Luckily for my niece, that she still has a very hip uncle!  As you can see to the right of this blog, --->
I am very active on a bunch of social networks.  Facebook, Twitter, LinkedIn, Pinterest, Tumblr, Foursquare, You Tube, Google+, MySpace & something called Carbonmade.   OK, so I am a bit narcissistic. 


Facebook is still the most popular social network, but I like how a mundane thought could be turned into comedy gold on Twitter.  At times, I just Tweet anything that is on my mind.  I get more political, goofy and random with my thoughts, then I do on any other social network.  Twitter totally reminds me of Larry King's column in the USA TODAY.

Here is a clip of Norm Macdonald, as Larry King reading the column, in a Saturday Night Live sketch.  This was done before Twitter...heck it was done even before Y2K.  Even though some thoughts by "Larry" would have maxed out the 140 character limit, I think that you get the point.


So with that in mind, I believe that I have been preparing for this column for a few years now.  At least, if you go with the idea that my tweets are worthy for a column.  Here are just a few of my tweets from over the years:

@LOSSANO Do NOT accidentally use Talcum powder instead of Goya seasoning...but using Goya instead of Talcum is perfectly fine! (7/9/11)

@LOSSANO As I walked into the Men's Room, from behind a bathroom stall, I hear a guy singing "Tacos go in, tacos come out!" - Time for me to leave. (11/17/10)

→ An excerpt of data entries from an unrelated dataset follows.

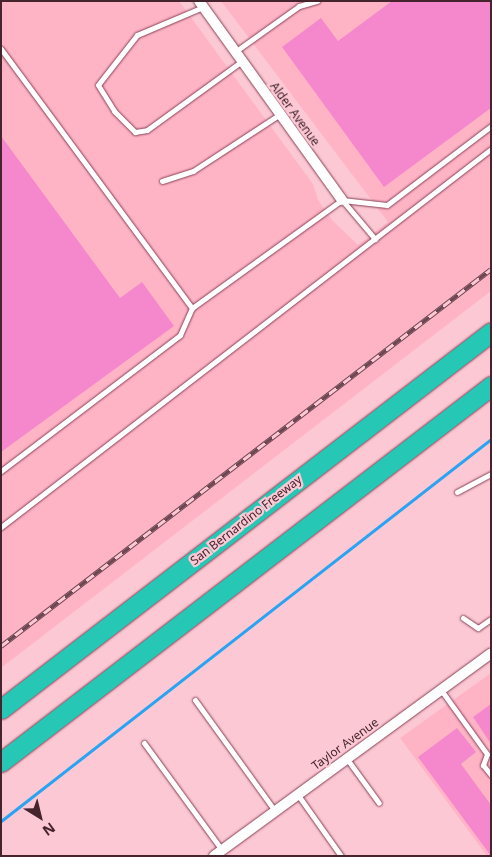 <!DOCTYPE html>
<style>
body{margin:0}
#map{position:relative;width:492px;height:857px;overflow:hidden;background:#fcc8d4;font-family:"Noto Sans",sans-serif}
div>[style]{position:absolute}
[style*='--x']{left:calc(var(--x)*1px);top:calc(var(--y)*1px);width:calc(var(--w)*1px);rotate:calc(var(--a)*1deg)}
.built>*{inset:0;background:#ffb4c6}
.stream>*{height:3px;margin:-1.5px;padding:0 1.5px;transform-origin:1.5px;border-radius:1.5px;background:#28a4f2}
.building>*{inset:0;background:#f588cd}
.roads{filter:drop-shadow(0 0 1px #894056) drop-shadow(0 0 1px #894056)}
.lane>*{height:5px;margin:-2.5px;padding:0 2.5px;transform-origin:2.5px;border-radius:2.5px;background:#fff}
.street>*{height:10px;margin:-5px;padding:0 5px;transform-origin:5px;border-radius:5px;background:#fff}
.highway>*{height:19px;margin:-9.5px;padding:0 9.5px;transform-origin:9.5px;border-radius:9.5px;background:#27c7b5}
.rail>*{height:5px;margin-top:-2.5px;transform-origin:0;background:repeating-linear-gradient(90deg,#fcc8d4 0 9px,#6c4751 0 18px);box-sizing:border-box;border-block:1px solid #6c4751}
span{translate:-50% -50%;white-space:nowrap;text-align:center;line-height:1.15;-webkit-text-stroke:4.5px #fcc8d4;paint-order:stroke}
.street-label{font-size:12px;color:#45242d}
.frame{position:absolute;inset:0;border:2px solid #45242d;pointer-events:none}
.north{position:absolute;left:15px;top:792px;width:50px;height:50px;-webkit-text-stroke:4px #fcc8d4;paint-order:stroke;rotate:144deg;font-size:14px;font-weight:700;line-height:20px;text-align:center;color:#45242d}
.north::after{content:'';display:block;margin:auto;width:18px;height:22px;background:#45242d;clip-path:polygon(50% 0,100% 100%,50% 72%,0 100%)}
</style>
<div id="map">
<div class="built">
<i style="clip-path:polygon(1px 1px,179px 1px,313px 184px,318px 200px,333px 221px,358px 245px,388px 222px,221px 1px,491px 1px,491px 291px,1px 668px)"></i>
<i style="clip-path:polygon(491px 673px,491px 856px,487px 856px,400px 738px)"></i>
</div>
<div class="stream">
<i style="--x:1;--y:821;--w:621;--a:-37.94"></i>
</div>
<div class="building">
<i style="clip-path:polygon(392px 1px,491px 1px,491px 108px,384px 187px,282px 47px,321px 18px,338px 41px)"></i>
<i style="clip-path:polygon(1px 136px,120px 298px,142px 282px,174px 326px,1px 452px)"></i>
<i style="clip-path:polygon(491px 704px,491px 744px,473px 717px)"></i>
<i style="clip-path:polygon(457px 728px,476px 752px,461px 764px,491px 805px,491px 856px,418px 757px)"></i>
</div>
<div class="roads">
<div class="lane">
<i style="--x:203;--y:7;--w:72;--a:157"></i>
<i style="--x:137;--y:35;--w:63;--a:128"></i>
<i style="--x:98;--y:85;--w:31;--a:58"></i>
<i style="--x:114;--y:111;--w:30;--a:45"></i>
<i style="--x:135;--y:132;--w:12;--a:-9"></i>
<i style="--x:147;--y:130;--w:117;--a:-36"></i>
<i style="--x:1;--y:49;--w:322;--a:53.6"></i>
<i style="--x:236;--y:51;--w:77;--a:-35.5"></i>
<i style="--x:299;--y:6;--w:19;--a:-16"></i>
<i style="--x:162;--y:181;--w:33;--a:-18"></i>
<i style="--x:193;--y:171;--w:104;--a:-33.2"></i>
<i style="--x:343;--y:201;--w:50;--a:49.9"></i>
<i style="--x:1;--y:471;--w:225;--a:-37.2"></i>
<i style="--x:180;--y:335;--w:30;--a:-66"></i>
<i style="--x:192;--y:308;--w:185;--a:-35.8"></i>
<i style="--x:342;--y:200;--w:45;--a:6.3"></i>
<i style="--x:387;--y:205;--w:131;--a:-37.2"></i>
<i style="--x:457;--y:492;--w:38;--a:-28"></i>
<i style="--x:1;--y:527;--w:619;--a:-37.65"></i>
<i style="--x:463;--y:618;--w:18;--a:34"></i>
<i style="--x:478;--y:628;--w:16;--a:-35"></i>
<i style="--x:441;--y:690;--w:79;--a:54.3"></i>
<i style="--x:487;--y:754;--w:12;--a:110"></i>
<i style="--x:483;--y:765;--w:13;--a:51"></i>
<i style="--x:195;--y:700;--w:137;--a:54.2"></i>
<i style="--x:144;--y:743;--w:132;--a:53.9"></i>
<i style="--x:347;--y:759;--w:54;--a:54"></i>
<i style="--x:298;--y:795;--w:75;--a:54.8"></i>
</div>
<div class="street">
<i style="--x:199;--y:1;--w:245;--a:54.3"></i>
<i style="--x:214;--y:856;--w:343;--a:-36.2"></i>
</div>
<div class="highway">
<i style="--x:1;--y:709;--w:618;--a:-37.57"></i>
<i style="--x:1;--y:762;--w:618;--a:-37.5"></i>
</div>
</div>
<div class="rail">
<i style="--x:1;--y:646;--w:618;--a:-37.57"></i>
</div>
<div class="street-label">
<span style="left:295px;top:114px;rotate:54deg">Alder Avenue</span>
<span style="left:246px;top:520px;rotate:-38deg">San Bernardino Freeway</span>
<span style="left:345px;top:744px;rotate:-36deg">Taylor Avenue</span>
</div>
<div class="frame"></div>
<div class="north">N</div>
</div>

@LOSSANO I just signed onto MySpace to wish a friend a Happy Birthday! Boy will she be surprised if she goes back to 2006 to check it! LOL (9/7/12)

@LOSSANO is eating an apple. Yeah, this is pretty exciting!!! Another apple is coming up! Details soon! (6/15/09)

@LOSSANO To help increase my income, I'm putting an ad in the classifieds to rent out my neighbor's place for when he's away at work. Heat included! (7/11/11)

@LOSSANO Remember, you can only eat the sun at night. A small child once said that to me. THAT I remember, but the important stuff, gone in minutes. (12/4/12)

@LOSSANO got a bit too much sun this weekend...An uneven overcooked look is hot! Right? (6/1/09)

@LOSSANO I had a fun time at lunch with my gal-friend, even if you consider the fact that we sat at different tables...but she looked great, I think. (7/13/11)

@LOSSANO is curled up sleeping for a bit...hope that no one needs this public toilet for awhile. (6/16/09)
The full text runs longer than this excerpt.